TASK INSTRUCTIONS —
Give only the number of lines in the following entries where "street" appears.
━━━ INFORMATION GIVEN
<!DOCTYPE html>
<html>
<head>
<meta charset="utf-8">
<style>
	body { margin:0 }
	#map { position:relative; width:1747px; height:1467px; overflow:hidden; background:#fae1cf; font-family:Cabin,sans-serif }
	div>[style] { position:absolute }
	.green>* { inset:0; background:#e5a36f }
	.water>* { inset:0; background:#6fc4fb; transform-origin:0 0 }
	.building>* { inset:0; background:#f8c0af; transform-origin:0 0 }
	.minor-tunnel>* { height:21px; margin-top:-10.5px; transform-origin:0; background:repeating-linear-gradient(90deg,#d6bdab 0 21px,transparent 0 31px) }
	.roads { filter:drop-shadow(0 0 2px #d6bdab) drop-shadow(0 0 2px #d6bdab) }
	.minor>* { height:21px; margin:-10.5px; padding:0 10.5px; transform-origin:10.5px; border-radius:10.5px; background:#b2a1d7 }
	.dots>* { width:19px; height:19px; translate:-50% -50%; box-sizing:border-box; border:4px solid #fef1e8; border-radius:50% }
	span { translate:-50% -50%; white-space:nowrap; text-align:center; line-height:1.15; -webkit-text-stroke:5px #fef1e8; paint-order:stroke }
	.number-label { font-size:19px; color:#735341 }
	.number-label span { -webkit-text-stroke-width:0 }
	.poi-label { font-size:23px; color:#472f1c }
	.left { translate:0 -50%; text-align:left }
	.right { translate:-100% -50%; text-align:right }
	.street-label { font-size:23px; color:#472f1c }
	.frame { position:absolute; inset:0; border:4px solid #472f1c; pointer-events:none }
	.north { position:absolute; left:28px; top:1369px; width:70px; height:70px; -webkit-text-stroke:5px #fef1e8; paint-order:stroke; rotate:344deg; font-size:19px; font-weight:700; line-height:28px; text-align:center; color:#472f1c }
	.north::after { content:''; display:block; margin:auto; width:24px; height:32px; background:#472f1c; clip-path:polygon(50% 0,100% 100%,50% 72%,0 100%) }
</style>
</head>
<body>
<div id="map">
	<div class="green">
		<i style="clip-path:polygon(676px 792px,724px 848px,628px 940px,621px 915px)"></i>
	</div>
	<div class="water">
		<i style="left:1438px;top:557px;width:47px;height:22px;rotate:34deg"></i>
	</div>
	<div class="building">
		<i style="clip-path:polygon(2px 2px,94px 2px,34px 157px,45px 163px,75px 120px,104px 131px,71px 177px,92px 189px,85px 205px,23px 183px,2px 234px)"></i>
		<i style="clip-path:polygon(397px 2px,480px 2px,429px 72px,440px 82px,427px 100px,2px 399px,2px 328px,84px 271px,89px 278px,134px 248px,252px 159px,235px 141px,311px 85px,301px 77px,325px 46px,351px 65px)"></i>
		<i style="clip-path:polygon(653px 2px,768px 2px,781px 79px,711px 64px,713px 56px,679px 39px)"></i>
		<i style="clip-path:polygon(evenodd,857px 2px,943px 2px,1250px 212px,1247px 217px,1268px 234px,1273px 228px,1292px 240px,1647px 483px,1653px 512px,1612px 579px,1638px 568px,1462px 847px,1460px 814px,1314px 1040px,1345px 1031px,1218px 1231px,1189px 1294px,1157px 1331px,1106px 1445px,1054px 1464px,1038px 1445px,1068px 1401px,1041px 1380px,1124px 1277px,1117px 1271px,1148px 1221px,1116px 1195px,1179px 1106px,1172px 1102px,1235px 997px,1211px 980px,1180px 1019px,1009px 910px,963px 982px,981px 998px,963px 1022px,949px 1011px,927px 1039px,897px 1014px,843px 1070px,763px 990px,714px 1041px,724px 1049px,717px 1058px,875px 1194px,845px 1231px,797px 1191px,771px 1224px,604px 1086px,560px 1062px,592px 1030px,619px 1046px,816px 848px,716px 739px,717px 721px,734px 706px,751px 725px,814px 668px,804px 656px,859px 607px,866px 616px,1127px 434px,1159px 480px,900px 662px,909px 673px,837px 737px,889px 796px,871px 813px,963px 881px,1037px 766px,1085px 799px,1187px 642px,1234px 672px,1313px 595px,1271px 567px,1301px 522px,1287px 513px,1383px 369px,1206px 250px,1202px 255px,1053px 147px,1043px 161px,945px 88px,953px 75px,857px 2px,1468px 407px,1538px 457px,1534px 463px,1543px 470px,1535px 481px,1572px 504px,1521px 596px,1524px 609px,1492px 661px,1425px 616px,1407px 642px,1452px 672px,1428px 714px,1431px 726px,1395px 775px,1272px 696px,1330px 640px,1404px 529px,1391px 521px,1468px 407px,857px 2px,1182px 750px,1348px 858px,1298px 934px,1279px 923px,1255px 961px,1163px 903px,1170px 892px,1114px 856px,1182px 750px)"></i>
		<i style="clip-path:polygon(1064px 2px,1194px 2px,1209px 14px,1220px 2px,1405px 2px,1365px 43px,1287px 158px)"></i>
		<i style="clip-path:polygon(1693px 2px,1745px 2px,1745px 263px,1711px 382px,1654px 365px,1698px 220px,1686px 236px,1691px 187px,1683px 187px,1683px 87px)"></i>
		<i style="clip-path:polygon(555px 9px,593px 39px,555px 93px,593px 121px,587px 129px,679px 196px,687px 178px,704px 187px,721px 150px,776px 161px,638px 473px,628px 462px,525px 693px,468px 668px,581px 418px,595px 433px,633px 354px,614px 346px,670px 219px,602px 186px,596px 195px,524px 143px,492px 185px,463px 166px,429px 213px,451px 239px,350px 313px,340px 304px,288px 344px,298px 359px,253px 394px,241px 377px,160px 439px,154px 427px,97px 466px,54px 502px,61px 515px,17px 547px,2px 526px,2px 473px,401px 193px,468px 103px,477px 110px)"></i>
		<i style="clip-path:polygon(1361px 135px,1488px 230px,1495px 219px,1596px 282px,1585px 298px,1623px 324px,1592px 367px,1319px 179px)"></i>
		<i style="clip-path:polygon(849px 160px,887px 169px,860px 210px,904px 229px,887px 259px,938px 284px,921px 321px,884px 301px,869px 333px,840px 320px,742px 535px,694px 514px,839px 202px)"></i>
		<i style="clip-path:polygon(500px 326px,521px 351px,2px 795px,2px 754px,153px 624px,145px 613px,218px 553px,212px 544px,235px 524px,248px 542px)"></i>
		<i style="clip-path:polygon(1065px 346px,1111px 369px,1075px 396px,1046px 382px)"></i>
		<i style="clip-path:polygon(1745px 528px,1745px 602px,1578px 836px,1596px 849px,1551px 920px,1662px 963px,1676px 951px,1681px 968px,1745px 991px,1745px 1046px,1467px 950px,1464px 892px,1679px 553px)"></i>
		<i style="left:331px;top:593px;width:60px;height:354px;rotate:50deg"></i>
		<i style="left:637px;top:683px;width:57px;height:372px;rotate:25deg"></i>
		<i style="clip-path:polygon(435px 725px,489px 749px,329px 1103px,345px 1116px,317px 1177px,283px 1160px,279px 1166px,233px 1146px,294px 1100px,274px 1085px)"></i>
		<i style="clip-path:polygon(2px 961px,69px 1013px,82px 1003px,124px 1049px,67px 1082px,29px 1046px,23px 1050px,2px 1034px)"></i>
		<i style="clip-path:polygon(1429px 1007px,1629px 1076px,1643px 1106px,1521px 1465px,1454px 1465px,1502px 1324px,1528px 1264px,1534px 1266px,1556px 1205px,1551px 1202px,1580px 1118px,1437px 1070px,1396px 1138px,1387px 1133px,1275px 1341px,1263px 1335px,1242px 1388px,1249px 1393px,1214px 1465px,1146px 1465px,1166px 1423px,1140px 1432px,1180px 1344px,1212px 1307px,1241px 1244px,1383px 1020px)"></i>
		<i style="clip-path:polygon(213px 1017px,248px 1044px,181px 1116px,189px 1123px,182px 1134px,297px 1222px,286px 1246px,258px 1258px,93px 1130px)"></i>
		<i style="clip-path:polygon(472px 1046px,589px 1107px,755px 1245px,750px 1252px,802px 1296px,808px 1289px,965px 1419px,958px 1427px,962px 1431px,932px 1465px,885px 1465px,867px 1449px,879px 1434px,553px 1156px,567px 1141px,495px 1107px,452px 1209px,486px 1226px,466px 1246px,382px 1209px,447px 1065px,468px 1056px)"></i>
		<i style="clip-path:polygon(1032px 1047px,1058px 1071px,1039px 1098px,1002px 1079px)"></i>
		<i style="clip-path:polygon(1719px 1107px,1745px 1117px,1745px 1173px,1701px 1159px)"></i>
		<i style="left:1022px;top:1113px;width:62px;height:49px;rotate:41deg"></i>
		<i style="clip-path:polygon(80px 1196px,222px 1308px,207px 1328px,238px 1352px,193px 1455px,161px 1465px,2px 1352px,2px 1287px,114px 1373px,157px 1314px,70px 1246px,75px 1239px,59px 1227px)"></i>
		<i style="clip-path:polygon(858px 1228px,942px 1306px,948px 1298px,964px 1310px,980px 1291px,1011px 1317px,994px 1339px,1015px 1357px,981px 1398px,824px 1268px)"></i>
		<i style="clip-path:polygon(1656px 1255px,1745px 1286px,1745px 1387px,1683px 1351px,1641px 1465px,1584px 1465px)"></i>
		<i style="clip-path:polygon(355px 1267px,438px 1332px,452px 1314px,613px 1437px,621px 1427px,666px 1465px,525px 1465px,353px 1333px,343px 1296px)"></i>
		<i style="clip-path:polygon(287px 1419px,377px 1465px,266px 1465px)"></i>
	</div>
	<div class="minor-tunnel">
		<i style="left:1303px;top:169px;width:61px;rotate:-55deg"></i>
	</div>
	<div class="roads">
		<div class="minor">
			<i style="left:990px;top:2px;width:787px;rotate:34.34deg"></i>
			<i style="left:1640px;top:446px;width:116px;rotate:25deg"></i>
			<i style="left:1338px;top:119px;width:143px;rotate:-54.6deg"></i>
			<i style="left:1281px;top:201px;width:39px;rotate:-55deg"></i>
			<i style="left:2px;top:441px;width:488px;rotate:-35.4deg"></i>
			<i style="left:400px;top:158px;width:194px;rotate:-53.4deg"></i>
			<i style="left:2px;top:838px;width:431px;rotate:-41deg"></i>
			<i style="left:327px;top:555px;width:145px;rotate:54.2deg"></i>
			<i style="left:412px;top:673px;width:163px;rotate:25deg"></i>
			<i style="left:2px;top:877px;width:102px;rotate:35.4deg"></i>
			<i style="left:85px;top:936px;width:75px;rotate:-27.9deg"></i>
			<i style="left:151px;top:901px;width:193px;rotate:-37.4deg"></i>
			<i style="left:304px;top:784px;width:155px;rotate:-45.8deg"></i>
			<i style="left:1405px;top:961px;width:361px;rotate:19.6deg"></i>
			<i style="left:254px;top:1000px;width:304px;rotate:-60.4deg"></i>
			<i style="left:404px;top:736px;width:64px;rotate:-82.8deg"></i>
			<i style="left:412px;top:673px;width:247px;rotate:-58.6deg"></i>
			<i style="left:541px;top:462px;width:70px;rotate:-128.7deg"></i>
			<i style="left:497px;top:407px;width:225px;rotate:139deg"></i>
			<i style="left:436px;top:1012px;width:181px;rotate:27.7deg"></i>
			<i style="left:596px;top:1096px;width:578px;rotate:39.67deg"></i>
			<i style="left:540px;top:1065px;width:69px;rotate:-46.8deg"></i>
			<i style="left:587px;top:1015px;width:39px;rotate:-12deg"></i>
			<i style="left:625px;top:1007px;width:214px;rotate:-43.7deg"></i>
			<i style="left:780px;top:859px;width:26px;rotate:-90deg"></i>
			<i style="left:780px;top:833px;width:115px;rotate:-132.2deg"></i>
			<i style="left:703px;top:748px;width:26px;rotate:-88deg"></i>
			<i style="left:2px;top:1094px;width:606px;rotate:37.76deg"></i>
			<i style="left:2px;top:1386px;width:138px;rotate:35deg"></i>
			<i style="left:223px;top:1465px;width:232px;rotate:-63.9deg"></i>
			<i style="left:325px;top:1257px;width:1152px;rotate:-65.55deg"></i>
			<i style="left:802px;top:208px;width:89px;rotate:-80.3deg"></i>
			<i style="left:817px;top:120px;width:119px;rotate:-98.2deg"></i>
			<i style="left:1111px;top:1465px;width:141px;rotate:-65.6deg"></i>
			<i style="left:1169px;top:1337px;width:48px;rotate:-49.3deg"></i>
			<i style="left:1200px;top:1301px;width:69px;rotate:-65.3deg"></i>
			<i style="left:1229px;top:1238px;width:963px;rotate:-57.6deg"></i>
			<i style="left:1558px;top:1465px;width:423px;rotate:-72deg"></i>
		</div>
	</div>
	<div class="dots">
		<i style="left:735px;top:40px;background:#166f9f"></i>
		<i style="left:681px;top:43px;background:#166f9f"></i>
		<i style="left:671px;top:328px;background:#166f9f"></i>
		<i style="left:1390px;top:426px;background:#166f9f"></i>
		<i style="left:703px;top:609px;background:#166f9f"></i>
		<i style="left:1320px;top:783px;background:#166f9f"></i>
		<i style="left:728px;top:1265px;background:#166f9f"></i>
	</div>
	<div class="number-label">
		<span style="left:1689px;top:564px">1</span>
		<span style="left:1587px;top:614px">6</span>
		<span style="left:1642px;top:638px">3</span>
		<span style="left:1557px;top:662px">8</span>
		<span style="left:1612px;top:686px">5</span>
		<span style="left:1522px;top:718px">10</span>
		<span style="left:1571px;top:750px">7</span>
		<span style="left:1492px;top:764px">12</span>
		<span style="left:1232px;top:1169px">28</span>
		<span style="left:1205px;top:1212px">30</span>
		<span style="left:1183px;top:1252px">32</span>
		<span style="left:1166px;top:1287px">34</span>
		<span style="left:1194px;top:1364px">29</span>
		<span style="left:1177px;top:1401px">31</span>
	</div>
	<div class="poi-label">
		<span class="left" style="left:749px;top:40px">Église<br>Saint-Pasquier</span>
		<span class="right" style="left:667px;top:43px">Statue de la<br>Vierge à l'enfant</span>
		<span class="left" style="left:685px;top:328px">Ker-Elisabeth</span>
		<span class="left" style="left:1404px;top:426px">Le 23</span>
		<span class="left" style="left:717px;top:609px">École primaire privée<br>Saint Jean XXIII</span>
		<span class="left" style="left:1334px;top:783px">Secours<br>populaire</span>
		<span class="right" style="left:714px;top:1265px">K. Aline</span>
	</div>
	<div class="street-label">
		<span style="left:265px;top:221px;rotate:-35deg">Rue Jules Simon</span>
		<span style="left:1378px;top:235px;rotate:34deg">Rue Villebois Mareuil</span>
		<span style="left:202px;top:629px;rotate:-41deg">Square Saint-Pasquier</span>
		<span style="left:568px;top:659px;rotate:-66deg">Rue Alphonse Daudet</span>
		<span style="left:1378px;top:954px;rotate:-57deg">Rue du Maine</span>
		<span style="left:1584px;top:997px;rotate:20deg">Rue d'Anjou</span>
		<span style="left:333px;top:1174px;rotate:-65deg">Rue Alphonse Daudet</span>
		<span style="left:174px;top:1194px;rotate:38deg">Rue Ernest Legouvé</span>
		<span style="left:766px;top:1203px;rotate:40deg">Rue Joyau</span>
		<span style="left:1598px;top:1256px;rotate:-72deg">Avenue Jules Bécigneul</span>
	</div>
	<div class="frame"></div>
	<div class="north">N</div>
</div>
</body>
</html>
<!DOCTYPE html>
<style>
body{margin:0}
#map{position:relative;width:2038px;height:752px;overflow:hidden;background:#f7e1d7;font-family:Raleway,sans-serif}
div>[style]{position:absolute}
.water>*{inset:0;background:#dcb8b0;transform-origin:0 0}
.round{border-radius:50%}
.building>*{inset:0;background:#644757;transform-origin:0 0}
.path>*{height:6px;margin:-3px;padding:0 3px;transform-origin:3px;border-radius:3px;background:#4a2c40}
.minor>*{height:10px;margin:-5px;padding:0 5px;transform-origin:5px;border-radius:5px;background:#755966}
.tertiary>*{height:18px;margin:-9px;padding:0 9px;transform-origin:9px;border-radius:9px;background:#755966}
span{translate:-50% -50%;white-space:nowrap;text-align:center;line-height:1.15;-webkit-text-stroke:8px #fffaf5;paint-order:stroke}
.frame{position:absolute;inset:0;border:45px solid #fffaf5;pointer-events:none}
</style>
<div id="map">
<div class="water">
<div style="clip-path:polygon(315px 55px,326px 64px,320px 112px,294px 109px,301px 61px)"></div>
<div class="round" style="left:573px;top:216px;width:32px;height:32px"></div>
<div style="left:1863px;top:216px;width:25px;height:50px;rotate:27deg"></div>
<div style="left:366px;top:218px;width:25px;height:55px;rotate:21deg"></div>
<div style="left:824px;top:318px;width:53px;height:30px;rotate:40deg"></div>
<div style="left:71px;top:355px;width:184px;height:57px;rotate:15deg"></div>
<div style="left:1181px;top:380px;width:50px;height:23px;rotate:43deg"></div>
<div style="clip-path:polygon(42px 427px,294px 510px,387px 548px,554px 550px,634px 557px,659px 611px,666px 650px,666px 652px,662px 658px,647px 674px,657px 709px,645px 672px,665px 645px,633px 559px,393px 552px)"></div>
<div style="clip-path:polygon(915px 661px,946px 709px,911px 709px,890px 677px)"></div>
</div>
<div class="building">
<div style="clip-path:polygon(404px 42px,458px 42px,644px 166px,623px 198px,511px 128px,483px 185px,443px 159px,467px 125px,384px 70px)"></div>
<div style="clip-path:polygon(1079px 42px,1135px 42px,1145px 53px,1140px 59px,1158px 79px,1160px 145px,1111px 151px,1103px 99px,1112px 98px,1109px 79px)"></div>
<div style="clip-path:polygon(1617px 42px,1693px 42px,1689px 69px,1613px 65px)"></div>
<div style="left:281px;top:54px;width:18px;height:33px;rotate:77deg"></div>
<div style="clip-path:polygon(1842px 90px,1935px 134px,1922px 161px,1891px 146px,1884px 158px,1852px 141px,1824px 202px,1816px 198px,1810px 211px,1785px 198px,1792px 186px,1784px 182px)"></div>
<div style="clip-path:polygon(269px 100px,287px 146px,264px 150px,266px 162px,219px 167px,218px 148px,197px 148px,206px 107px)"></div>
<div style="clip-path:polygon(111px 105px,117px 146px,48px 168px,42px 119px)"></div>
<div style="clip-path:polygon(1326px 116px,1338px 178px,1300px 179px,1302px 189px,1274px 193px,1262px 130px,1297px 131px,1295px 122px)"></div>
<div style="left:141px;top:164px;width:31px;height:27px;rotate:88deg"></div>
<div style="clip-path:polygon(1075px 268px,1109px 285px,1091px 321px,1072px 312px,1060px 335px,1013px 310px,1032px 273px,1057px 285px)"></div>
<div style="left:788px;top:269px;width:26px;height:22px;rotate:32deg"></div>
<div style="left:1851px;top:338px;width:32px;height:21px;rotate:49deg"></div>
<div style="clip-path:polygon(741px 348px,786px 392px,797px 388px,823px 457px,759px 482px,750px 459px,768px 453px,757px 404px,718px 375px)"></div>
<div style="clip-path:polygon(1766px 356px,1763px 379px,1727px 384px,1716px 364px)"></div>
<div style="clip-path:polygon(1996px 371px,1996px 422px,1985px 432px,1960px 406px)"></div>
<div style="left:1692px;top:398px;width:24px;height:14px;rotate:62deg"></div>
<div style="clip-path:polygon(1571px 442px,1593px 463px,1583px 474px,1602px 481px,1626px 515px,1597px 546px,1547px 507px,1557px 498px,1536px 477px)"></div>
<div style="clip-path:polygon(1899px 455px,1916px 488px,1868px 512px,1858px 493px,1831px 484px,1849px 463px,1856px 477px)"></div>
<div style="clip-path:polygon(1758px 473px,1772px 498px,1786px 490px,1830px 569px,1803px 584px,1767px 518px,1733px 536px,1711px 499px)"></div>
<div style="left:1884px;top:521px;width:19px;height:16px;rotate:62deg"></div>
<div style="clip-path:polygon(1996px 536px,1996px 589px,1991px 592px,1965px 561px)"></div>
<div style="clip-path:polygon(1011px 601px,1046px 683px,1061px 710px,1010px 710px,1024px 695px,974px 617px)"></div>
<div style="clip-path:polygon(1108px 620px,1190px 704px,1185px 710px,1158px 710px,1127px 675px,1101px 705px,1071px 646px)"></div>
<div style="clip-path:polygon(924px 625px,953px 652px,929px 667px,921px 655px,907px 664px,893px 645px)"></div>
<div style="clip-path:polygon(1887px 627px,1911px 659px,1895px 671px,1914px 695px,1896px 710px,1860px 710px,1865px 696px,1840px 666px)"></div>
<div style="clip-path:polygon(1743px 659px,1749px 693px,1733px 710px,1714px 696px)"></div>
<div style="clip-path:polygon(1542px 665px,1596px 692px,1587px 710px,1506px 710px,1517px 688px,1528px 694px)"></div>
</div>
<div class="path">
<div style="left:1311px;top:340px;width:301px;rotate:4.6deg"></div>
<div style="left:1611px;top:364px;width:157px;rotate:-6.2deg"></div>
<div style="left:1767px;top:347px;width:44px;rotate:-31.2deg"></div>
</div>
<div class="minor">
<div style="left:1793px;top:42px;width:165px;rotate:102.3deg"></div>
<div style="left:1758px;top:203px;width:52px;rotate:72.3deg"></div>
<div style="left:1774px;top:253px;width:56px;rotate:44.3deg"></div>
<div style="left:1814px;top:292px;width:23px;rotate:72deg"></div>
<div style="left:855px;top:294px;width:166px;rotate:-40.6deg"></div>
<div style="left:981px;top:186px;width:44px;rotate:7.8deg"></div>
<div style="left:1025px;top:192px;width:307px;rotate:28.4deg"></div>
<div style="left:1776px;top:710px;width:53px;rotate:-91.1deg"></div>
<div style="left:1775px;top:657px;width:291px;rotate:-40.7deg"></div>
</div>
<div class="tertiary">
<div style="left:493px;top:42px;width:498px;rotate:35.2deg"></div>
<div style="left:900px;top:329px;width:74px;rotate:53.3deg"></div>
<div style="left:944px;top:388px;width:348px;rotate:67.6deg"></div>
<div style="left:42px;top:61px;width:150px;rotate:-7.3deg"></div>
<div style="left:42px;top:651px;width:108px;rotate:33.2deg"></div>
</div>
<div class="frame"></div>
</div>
━━━━━━
ANSWER TO THIS EXERCISE —
2